Stored data entries:
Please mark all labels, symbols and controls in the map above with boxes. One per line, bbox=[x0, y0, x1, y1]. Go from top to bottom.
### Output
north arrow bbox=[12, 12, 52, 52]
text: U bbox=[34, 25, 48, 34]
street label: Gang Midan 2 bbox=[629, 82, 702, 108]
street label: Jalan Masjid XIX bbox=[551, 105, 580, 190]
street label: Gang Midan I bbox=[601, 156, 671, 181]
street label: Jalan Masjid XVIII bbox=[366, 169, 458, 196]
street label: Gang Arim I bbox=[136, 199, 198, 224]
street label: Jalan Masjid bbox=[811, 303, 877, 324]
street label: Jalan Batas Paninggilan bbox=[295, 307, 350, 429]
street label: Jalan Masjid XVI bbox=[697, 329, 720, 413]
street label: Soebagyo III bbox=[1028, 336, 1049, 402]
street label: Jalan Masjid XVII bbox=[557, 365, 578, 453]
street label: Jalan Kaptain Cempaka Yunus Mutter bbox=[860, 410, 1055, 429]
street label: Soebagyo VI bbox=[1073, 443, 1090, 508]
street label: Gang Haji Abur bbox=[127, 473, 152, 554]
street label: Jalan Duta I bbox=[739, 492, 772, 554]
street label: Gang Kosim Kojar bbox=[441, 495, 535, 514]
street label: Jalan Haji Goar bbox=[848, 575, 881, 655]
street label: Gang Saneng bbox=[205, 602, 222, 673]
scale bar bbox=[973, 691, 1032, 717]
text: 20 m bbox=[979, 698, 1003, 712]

### Directions for this task
Working from the entries above, return all lines that contain "Masjid".

### Task response
street label: Jalan Masjid XIX bbox=[551, 105, 580, 190]
street label: Jalan Masjid XVIII bbox=[366, 169, 458, 196]
street label: Jalan Masjid bbox=[811, 303, 877, 324]
street label: Jalan Masjid XVI bbox=[697, 329, 720, 413]
street label: Jalan Masjid XVII bbox=[557, 365, 578, 453]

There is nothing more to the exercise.